■ **What you should do**
Return every line from the records below in which the word "they" is found.

■ **Provided records**
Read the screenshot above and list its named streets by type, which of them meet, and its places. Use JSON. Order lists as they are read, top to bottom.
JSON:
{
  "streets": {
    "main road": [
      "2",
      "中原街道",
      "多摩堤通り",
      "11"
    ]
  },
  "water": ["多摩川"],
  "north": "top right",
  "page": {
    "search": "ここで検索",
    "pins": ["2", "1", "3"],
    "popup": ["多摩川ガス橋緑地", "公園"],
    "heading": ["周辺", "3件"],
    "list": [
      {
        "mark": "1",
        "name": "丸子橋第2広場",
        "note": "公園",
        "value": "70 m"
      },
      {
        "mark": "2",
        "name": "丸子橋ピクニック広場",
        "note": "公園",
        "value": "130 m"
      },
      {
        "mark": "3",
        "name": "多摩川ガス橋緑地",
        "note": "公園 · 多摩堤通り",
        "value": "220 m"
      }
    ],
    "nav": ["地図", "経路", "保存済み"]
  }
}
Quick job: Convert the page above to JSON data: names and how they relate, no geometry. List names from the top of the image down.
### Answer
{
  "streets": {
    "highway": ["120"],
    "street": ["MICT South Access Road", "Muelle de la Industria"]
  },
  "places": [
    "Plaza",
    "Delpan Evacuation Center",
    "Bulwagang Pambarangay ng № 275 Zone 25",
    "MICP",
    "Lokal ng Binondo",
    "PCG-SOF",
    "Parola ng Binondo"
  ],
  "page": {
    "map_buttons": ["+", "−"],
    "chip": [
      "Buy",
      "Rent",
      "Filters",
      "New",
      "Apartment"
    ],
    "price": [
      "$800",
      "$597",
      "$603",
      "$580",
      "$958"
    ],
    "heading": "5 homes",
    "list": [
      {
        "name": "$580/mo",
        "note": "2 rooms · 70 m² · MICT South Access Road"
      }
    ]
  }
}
---
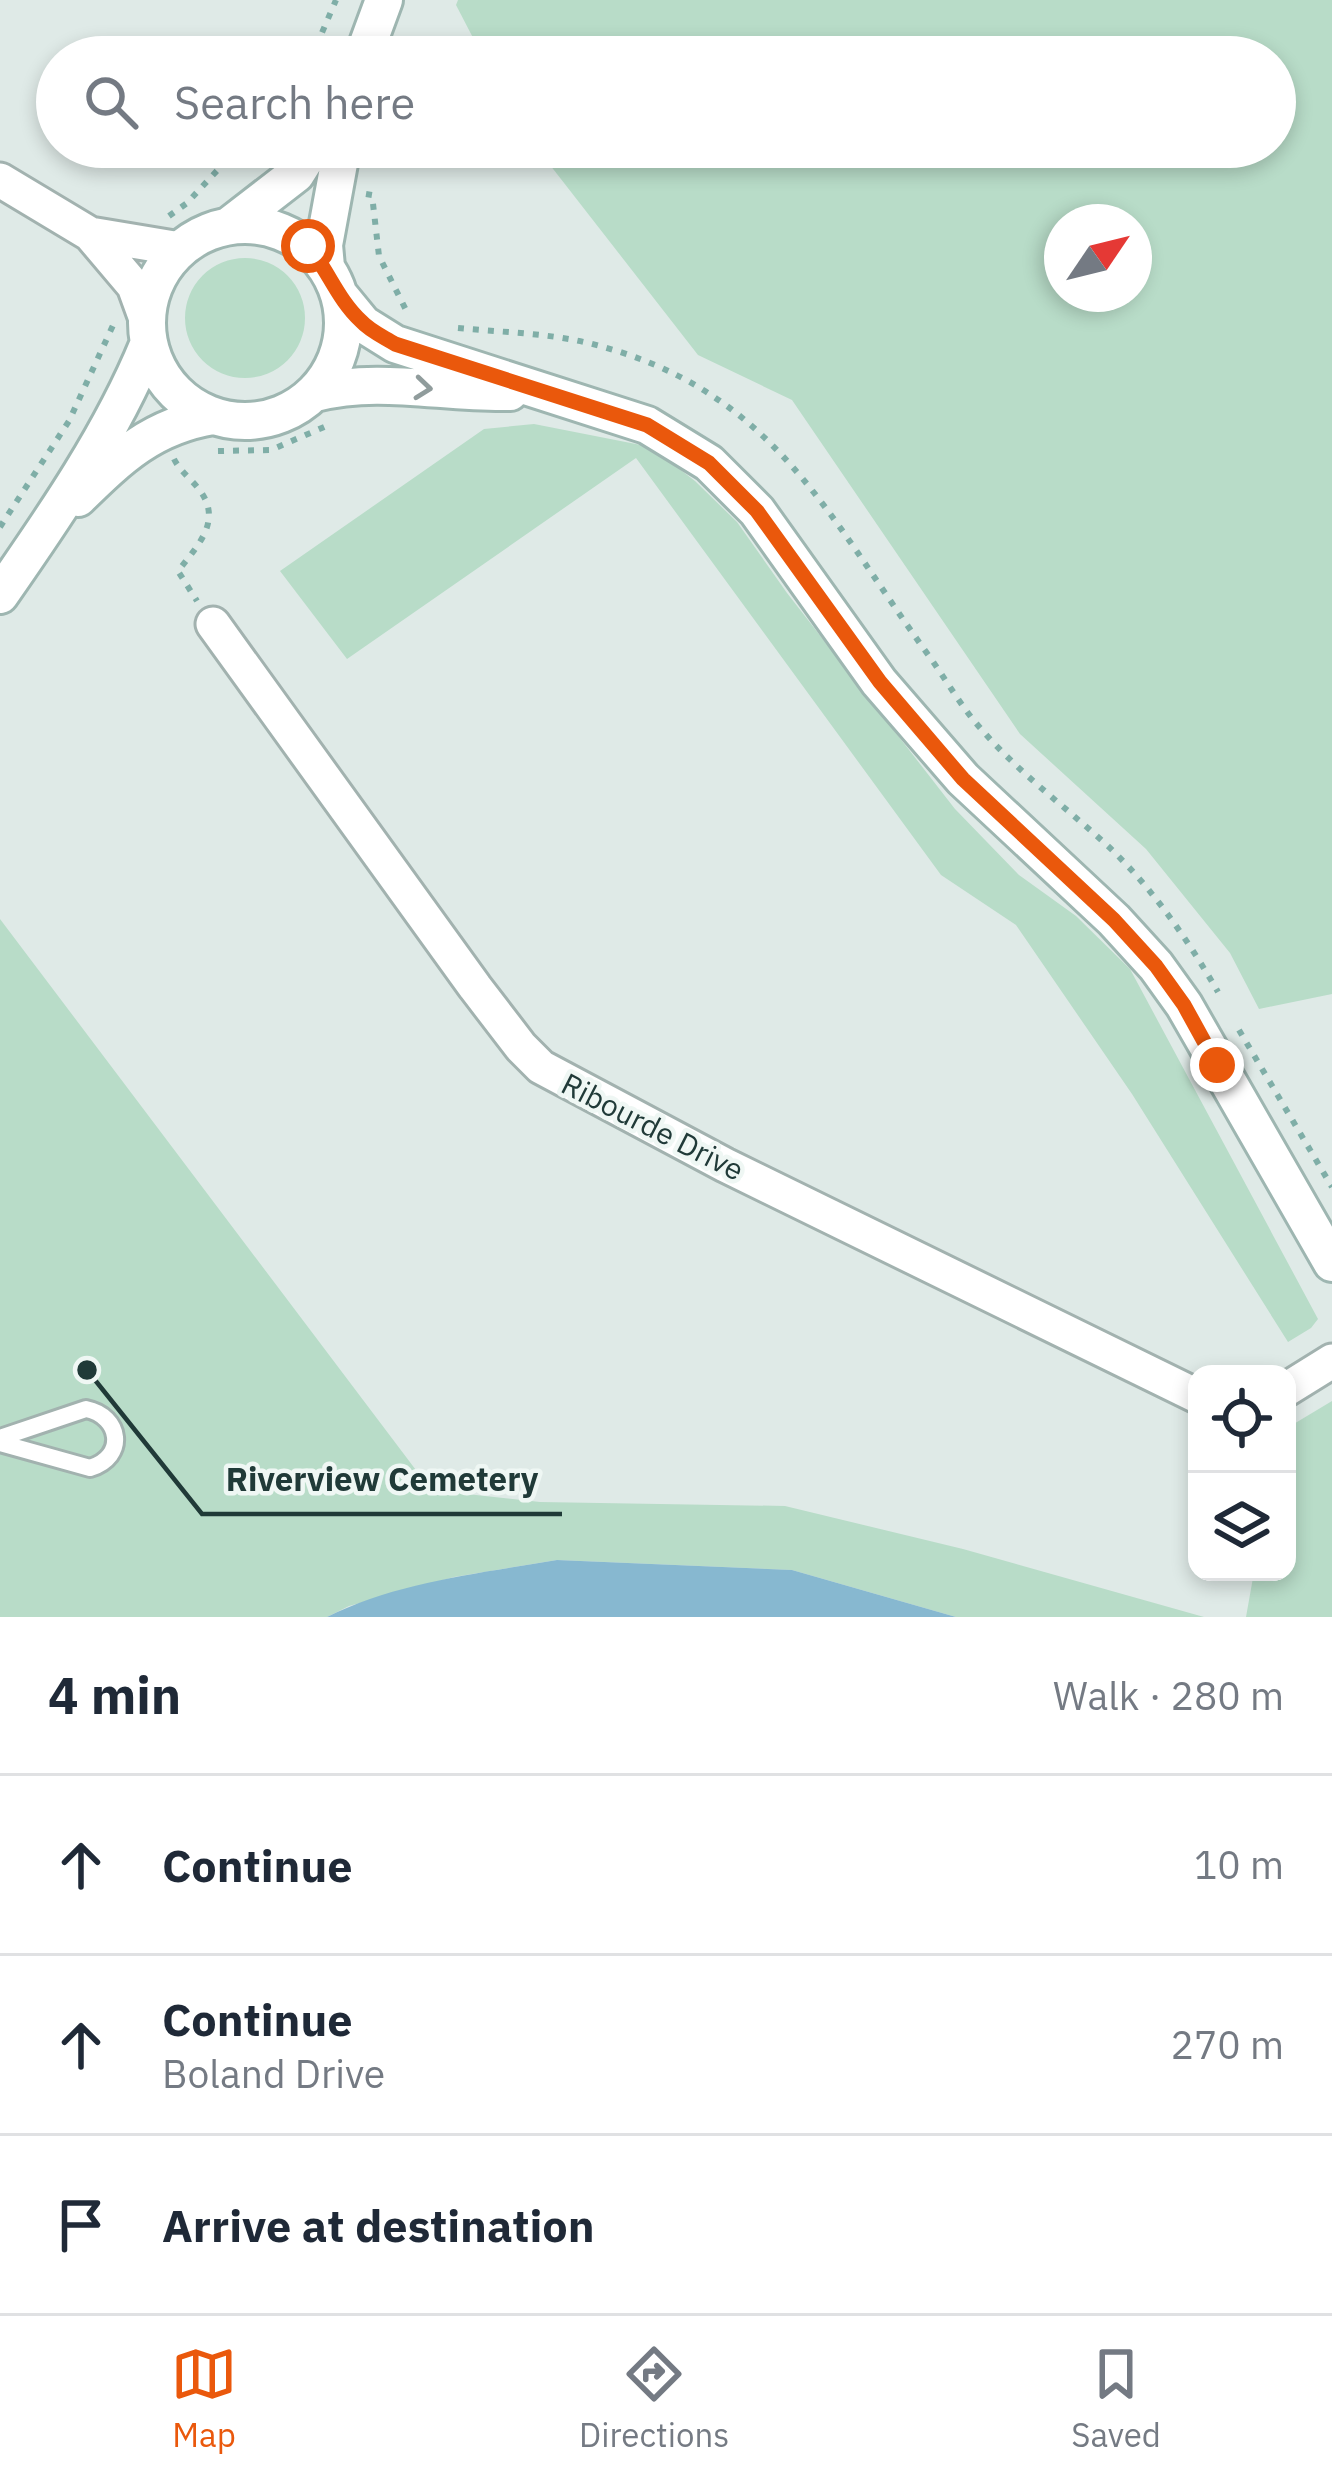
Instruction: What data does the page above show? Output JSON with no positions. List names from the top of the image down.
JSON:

■ **Solution**
Read the screenshot above and list its named streets by type, which of them meet, and its places. Use JSON. Order lists as they are read, top to bottom.
Quick job: Convert the page above to JSON data: names and how they relate, no geometry. List names from the top of the image down.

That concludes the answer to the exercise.